Para Eduardo Velho, economista-chefe da Prosper Corretora, o consumo das famílias continua em rota de desaceleração nos próximos trimestres.

- O cenário está em linha com o Banco Central. Uma desaceleração da economia pressiona menos a inflação e retira a necessidade de novas medidas que envolvam compulsórios ou IOF. E dá espaço para apenas mais duas subidas de juros, ou, como já se fala no mercado, apenas mais uma neste ano - comenta Velho, acrescentando que a inflação foi um freio mais forte no consumo do que a contenção de crédito.

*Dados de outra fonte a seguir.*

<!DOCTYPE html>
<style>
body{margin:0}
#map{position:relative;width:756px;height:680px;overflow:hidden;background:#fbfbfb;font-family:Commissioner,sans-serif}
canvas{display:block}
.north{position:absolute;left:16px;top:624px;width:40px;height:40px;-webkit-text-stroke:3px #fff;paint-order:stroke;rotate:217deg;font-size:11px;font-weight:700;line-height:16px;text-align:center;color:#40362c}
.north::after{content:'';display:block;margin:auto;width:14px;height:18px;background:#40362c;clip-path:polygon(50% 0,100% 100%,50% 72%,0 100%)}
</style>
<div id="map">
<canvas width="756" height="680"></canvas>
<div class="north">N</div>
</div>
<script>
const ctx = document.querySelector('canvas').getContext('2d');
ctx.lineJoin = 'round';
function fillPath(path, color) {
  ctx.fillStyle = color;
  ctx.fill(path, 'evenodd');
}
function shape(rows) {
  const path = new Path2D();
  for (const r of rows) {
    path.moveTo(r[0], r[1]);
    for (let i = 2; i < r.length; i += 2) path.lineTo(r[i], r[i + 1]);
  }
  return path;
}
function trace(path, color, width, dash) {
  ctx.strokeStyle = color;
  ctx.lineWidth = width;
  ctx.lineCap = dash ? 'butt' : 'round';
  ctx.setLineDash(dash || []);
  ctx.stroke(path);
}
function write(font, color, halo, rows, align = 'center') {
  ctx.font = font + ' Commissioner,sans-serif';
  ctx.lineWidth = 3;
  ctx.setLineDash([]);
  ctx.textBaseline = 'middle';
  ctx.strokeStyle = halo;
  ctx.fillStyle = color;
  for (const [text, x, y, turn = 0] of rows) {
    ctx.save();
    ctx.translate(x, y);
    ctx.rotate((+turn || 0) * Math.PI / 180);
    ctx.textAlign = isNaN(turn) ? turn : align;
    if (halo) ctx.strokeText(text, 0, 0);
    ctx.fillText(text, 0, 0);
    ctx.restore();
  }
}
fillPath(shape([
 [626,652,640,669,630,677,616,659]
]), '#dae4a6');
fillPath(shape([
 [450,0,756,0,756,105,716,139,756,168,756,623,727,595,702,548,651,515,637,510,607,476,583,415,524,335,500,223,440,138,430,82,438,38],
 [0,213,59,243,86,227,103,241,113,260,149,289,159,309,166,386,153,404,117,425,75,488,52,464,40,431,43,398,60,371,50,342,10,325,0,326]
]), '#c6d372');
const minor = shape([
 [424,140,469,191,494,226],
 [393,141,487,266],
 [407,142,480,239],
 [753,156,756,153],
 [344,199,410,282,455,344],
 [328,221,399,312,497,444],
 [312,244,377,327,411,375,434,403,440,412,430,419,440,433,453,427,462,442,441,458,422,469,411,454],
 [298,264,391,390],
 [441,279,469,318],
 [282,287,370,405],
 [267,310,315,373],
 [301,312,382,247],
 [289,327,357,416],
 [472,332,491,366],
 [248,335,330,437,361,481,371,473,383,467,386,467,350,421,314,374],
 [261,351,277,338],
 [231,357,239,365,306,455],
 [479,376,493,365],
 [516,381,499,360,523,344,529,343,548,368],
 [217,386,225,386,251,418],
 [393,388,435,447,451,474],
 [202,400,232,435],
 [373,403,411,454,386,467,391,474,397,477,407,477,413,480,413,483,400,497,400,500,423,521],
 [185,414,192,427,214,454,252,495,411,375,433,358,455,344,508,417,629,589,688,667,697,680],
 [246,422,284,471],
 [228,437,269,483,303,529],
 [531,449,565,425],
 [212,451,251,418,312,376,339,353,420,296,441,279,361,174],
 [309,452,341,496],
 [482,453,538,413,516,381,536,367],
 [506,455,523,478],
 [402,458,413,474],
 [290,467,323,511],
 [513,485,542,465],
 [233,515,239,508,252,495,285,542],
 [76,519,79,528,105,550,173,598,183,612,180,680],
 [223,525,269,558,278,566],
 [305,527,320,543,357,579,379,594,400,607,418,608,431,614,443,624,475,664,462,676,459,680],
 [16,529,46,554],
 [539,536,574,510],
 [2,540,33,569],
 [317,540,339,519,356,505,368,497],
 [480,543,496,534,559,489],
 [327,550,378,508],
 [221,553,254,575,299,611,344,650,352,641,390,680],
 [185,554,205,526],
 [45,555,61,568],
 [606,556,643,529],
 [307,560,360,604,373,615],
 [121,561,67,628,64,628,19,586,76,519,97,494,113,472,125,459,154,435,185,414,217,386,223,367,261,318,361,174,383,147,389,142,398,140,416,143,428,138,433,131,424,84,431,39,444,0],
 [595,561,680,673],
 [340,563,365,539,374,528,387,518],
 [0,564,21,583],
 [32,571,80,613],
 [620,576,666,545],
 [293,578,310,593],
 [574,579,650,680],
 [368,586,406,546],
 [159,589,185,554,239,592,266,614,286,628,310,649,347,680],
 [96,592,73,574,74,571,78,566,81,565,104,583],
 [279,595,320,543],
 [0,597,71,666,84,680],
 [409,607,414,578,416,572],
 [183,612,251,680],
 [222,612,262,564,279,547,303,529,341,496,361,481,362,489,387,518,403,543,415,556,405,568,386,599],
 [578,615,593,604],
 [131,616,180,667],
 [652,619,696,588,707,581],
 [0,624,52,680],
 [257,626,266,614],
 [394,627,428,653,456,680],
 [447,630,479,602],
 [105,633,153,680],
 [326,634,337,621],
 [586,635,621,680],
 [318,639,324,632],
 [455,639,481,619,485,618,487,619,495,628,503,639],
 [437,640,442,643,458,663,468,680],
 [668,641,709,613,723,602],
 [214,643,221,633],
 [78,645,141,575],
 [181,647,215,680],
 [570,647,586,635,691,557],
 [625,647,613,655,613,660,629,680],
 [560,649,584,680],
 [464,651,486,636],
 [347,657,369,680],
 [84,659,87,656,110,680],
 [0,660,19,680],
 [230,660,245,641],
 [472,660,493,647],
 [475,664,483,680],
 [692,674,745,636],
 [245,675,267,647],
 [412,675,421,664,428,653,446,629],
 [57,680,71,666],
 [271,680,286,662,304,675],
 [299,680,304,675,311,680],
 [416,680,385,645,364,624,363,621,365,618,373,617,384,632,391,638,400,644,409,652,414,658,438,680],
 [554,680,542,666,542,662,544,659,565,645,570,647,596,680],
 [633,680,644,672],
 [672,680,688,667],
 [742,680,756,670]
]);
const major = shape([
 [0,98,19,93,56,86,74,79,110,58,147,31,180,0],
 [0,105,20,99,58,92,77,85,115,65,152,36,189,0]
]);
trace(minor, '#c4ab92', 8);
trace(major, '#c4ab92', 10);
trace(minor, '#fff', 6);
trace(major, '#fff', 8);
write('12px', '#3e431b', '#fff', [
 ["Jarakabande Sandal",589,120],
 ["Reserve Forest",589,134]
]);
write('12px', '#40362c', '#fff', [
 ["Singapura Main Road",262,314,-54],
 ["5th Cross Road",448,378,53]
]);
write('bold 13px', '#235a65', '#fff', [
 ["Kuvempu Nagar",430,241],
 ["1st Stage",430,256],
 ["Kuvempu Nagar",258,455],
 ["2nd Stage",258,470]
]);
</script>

Outro indicador que mostrou a economia mais contida foram as importações. Houve queda de 1,6%, algo que não era visto nas contas nacionais desde o primeiro trimestre de 2009. Até mesmo o investimento, a vedete deste PIB, com a maior alta, teve um desempenho abaixo do esperado. O crescimento foi de 8,8% contra o primeiro trimestre de 2010, bem abaixo das projeções que giravam entre 12% e 15%. E a taxa de investimento (a parcela do PIB destinada a aumentar a capacidade produtiva do país) ficou em 18,4%, superior à de 2010 de 18,2%, mas ainda ligeiramente abaixo do período anterior à crise, quando o indicador chegou a 18,5% em 2008.

Segundo Fernando Puga, diretor do BNDES, o crescimento dos investimentos deve ser de duas vezes a expansão do PIB neste ano. E isso mesmo num cenário em que o Programa de Sustentação do Investimento (PSI), que representa cerca de 40% dos recursos do banco de fomento, teve redução no volume de desembolsos e os juros ficaram mais altos.

- Há uma tendência nítida de continuidade dos investimentos.

Cresce imposto com importação

Na oferta de produtos, a indústria (2,2%) e agricultura (3,3%) tiveram os melhores desempenhos contra o último trimestre de 2010. Contra o início do ano passado, os serviços se destacaram com expansão de 4%.

Os impostos, ainda amparados pelas importações que ficaram positivas frente ao início de 2010, subiram 6,5%, bem acima dos 4,2% da economia como um todo.

Diante do número do primeiro trimestre, cada vez mais bancos e consultorias estão acreditando que a economia crescerá menos de 4% este ano. Um freio considerável frente aos 7,5% de 2010. As projeções estão entre 3,6% e 4,7%. De oito bancos e consultorias, seis estão com previsões abaixo de 4%. Para o período de abril a junho, as expectativas são de que o ritmo da economia continue lento.

- O resultado do segundo trimestre me parece mais relacionado a fatos atípicos, como a indústria sofrer consequências da tsunami japonês e das greves em maio, do que a um resultado das politicas do governo - disse Sérgio Vale, economista-chefe do MB Associados.

No primeiro trimestre, o PIB ficou em R$939,6 bilhões.